◆ EXERCISE
For each line of the listing that includes the word "from", show the whole line.

◆ RECORDS FOR PROCESSING
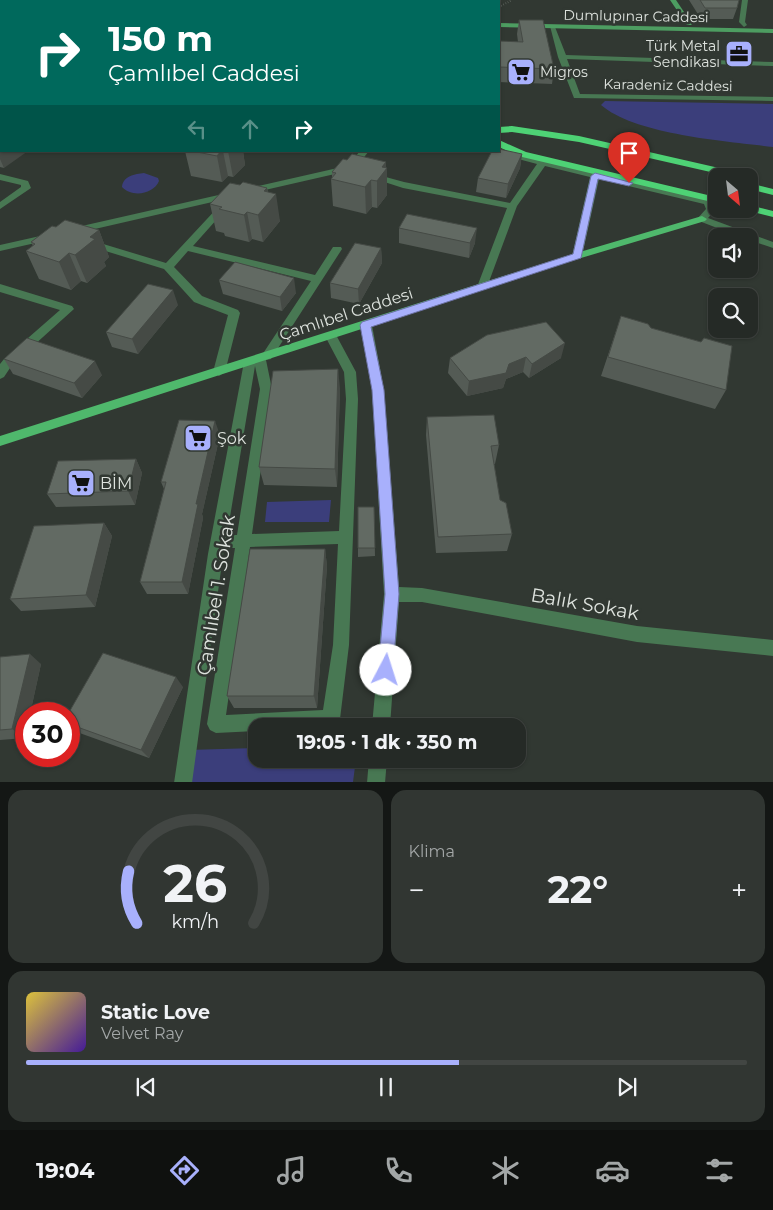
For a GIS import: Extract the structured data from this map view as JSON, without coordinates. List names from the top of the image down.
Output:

==

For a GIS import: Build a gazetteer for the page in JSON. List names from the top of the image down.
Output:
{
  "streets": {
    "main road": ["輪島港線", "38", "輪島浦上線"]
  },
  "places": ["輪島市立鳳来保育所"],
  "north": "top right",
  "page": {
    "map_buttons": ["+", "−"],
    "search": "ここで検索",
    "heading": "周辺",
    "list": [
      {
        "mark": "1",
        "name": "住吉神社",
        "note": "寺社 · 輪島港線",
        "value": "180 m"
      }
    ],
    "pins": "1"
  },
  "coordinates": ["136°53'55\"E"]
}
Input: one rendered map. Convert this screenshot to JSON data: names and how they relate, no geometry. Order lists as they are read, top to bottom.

==

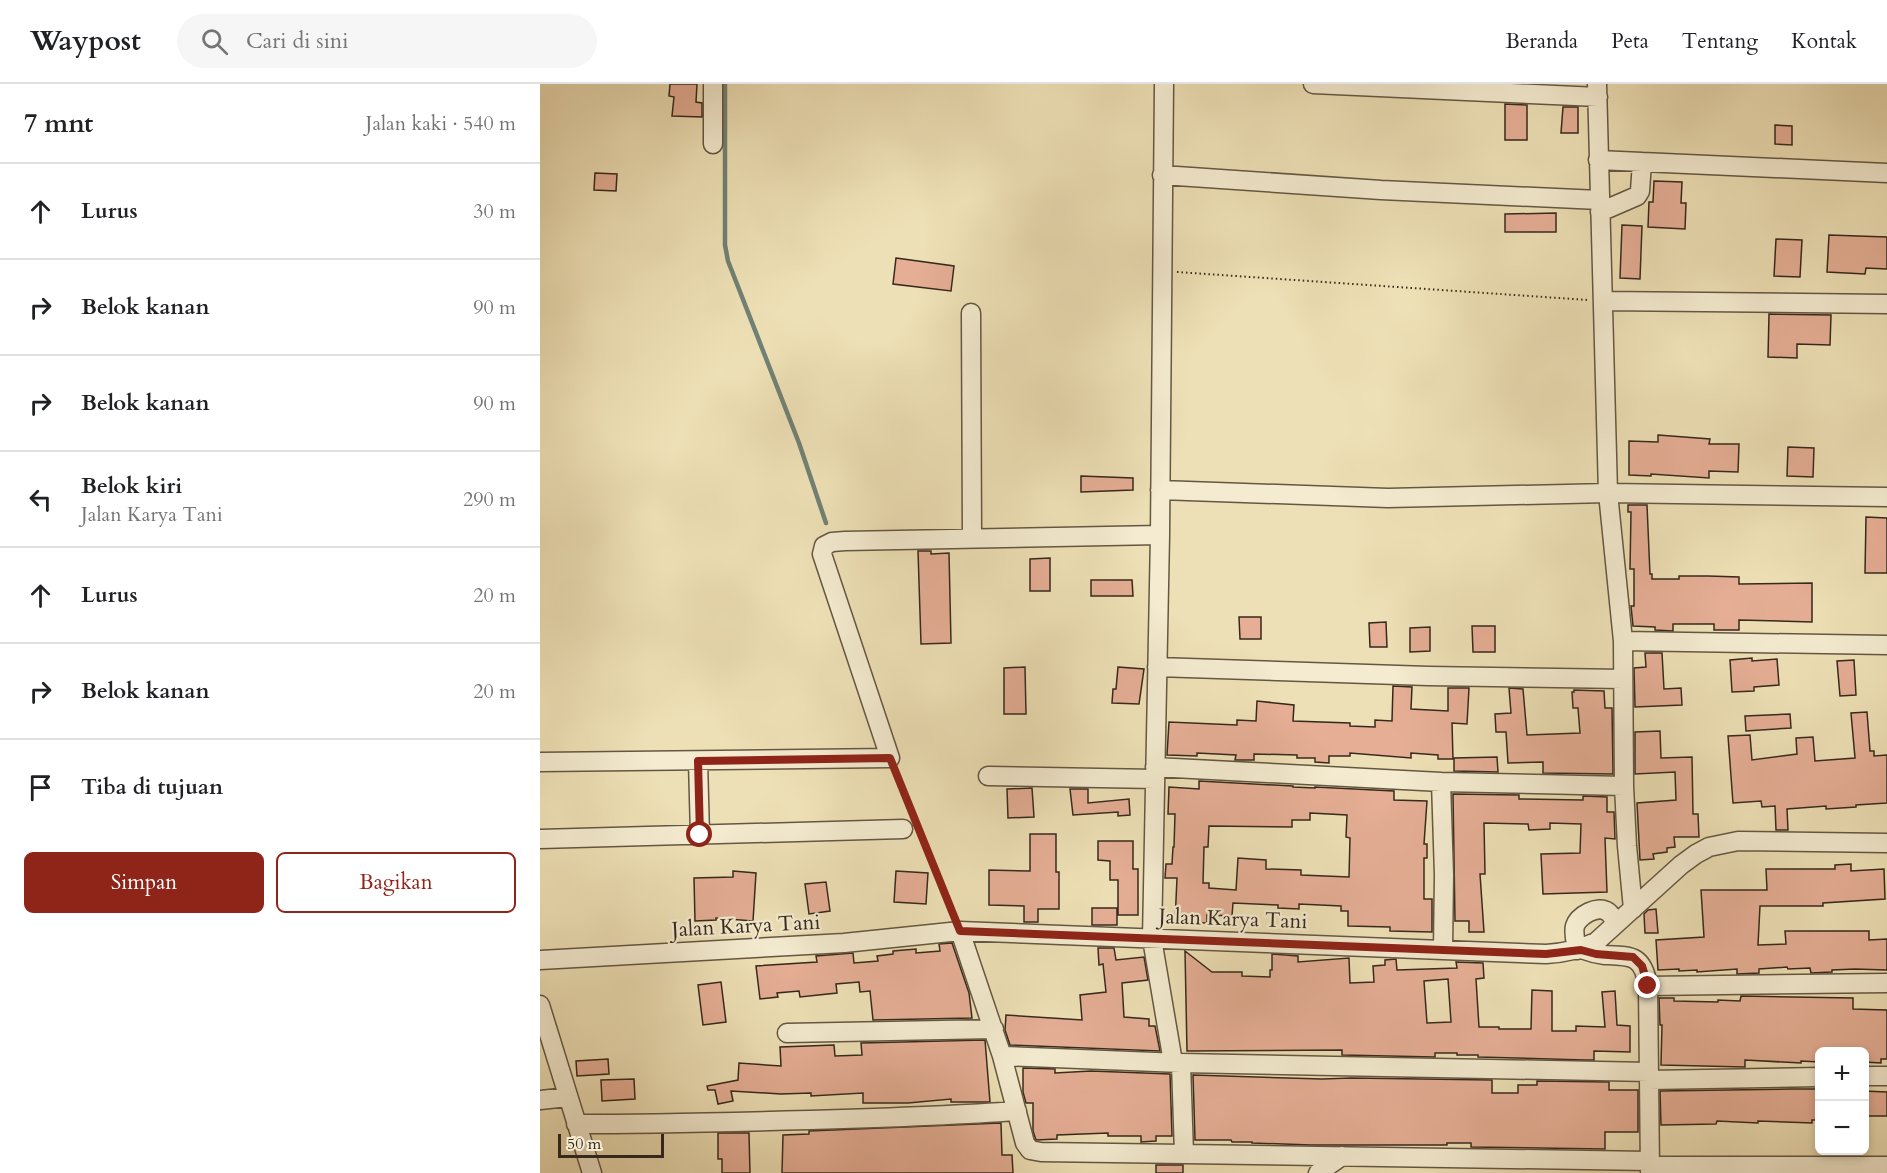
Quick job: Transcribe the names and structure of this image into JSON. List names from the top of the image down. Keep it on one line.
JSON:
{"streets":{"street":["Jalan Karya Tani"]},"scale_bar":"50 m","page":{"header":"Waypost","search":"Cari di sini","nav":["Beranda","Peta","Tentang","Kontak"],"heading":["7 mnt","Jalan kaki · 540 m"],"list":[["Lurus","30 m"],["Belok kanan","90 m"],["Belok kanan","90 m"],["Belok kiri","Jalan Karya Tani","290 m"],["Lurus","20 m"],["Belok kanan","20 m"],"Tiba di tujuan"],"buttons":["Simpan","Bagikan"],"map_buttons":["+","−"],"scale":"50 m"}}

◆ SOLUTION TO THE EXERCISE
For a GIS import: Extract the structured data from this map view as JSON, without coordinates. List names from the top of the image down.
For a GIS import: Build a gazetteer for the page in JSON. List names from the top of the image down.
Quick job: Transcribe the names and structure of this image into JSON. List names from the top of the image down. Keep it on one line.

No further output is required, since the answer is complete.